La borsetta che contiene la maschera antigas del soldato francese, i cannoni fotografati dall’ufficiale italiano, il disegno sul retro della fotografia con la bambina, sono i tanti segni di una crisi che in modo inconsapevole viene registrata all’interno di documenti familiari.
Due esempi provenienti da un album francese e da uno tedesco, aggiungono altri elementi
L’album francese è composto da fotografie tutte datate 1913, al suo interno però ci sono una decina di fotografie sfuse riguardanti la stessa famiglia.
Due di esse mostrano un giovane, presente anche nelle foto incollate sull’album: nella prima un gruppo di ragazzi appartenenti ad un’associazione patriottica, posano armati di lunghi fucili e forse hanno terminato un’esercitazione.
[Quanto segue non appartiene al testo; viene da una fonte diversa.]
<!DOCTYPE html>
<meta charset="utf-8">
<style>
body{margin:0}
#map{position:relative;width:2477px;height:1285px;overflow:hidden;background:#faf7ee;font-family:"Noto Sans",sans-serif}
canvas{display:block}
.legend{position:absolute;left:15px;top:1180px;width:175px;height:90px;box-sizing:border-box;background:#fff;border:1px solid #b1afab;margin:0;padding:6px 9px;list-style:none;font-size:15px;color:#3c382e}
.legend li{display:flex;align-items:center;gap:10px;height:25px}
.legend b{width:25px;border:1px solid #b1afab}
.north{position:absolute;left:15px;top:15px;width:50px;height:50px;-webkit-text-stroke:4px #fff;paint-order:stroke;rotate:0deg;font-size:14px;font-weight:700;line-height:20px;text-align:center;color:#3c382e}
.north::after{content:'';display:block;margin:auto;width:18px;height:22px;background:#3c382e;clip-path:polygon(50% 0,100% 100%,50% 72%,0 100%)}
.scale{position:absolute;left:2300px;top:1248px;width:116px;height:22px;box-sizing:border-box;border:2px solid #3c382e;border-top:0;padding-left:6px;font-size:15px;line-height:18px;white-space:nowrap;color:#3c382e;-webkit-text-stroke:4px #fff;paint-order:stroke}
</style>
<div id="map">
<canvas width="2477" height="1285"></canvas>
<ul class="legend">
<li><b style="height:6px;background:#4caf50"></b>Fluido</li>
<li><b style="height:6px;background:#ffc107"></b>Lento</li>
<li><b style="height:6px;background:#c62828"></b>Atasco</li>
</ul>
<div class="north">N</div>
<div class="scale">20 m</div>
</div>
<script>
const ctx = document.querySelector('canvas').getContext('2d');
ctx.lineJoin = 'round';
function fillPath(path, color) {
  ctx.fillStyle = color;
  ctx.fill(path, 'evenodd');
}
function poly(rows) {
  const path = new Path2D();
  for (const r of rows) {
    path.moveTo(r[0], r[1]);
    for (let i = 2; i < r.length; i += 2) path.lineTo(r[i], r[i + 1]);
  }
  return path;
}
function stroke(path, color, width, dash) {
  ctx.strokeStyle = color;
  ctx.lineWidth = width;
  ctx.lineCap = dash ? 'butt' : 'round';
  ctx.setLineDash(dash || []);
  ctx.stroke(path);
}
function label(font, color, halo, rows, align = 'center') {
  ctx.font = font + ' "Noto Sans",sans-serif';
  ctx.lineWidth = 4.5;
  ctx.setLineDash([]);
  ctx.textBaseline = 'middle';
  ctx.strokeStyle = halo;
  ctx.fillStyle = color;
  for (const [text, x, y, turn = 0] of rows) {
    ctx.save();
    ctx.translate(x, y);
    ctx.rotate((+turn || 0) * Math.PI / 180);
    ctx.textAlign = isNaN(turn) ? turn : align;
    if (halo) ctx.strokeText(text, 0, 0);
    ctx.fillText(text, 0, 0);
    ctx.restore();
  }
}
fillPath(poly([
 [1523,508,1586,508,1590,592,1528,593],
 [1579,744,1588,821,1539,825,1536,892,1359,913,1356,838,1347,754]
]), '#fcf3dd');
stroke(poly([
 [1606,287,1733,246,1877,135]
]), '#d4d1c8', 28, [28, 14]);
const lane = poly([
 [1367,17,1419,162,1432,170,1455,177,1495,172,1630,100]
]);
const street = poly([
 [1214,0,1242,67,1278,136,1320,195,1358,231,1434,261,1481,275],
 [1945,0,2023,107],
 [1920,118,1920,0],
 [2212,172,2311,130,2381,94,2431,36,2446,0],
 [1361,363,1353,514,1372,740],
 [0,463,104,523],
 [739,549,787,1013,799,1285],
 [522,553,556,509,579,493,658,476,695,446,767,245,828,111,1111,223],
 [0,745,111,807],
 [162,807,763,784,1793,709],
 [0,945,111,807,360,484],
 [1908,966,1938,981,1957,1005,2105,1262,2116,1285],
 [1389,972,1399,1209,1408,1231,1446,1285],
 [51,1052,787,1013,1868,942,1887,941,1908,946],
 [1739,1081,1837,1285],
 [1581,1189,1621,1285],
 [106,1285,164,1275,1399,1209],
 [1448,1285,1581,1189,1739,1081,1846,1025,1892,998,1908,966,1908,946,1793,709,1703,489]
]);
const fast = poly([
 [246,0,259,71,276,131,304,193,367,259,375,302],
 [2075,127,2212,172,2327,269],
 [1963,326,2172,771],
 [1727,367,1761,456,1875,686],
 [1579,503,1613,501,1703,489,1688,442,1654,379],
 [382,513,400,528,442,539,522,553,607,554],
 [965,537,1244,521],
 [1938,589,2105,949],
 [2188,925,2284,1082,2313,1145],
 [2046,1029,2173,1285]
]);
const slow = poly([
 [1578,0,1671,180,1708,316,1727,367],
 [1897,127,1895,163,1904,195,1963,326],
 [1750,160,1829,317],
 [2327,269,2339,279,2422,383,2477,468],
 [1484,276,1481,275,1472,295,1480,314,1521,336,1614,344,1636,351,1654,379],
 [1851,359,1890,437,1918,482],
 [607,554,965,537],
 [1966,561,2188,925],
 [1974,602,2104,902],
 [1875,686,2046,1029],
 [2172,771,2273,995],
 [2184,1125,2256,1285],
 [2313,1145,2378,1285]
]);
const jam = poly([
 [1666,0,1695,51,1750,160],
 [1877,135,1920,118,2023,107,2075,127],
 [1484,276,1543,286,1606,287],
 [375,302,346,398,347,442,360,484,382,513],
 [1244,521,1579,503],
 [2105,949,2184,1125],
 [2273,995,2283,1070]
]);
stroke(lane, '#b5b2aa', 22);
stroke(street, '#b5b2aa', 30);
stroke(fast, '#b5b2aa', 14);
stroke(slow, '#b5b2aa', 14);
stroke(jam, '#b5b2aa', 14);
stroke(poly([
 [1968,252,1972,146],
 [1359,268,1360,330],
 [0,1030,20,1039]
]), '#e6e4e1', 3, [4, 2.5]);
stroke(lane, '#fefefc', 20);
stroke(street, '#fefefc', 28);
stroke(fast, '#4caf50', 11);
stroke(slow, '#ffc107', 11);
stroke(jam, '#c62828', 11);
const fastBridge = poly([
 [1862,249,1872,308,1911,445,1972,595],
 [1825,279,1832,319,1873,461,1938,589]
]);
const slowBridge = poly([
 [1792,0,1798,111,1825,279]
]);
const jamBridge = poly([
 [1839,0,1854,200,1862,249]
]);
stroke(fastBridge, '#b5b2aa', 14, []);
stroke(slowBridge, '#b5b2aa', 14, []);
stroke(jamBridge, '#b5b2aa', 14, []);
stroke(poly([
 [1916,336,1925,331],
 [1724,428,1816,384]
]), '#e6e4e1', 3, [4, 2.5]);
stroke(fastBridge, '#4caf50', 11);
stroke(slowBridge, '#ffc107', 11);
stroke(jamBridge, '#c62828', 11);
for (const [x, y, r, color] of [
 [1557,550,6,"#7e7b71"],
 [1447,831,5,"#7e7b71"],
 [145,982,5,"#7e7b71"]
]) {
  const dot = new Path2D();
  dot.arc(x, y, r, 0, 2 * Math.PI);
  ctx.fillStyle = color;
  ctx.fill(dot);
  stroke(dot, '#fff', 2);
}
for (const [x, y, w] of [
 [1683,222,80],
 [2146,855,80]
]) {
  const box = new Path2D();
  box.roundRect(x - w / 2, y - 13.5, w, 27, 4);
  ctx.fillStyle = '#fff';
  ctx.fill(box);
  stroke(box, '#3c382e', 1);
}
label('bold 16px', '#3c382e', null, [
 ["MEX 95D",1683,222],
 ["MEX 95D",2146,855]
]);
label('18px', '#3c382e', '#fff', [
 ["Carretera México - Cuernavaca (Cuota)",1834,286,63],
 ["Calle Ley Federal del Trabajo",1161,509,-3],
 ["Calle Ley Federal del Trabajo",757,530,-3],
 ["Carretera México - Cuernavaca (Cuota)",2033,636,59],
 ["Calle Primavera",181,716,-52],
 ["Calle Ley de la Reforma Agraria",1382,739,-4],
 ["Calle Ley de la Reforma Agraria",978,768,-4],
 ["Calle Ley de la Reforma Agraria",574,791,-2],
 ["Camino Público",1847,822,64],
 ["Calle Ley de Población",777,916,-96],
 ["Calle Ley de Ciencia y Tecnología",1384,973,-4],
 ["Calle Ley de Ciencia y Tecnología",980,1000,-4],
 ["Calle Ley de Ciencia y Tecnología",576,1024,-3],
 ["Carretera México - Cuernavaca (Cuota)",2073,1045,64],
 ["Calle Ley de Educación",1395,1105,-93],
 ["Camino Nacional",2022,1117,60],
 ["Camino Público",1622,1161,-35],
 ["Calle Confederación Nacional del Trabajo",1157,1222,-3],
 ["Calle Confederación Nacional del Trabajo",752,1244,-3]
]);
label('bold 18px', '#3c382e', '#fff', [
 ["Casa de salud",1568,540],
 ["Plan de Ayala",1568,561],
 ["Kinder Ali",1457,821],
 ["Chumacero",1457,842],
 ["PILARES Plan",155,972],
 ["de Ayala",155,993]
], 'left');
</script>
Sul retro c’è solo una data: 1915. Quanti di essi torneranno vivi alle loro case?


1915-Giovani di un'associazione patriottica francese
 Uno dei ragazzi presente nel gruppo del 1915 è sopravvissuto alla guerra, nel 1919 invia una cartolina ad un amico e scrive questa frase: “au soviet des decorations”.


"au soviet des decorations"
 Cosa significa? Qualunque ipotesi sarebbe un azzardo, ma nessuno avrebbe mai impiegato la parola “soviet” nel 1915, anche solo per definire in modo ironico un gruppo di combattenti particolarmente decorato.
Molte cose sono avvenute in Europa e l’uso della parola “soviet” ne è il segno.
In un album di una famiglia tedesca, composto negli anni compresi tra il 1890 e la Grande Guerra, troviamo una fotografia in cui la guerra irrompe in modo drammatico nel tranquillo ordine borghese.


Germania 1914, nonna con nipote
 Una nonna o una zia, stringe la mano al soldatino che veste l’uniforme addobbata con i fiori e sembra dare un ultimo commiato a questo nipote.
Forse la fotografia venne eseguita nell’autunno del 1914 e il ragazzo ci guarda da una lontananza di quasi un secolo per dirci che anche lui è pronto a combattere. Negli anni seguenti, l’anziana signora forse si piegherà a piangere sulla tomba di questo adolescente dal volto angelico. Lui dalla tomba potrà rimproverare i suoi professori di non avergli insegnato ad accendere una sigaretta controvento: come dirà il protagonista di “Niente di nuovo sul Fronte Occidentale” quando ricorderà, prossimo alla morte, quella kultur conformista appresa su banchi di scuola e che indicava in un’uniforme perfetta il modello di ordine morale e di civiltà.
E’ andata veramente così? Non lo sapremo mai.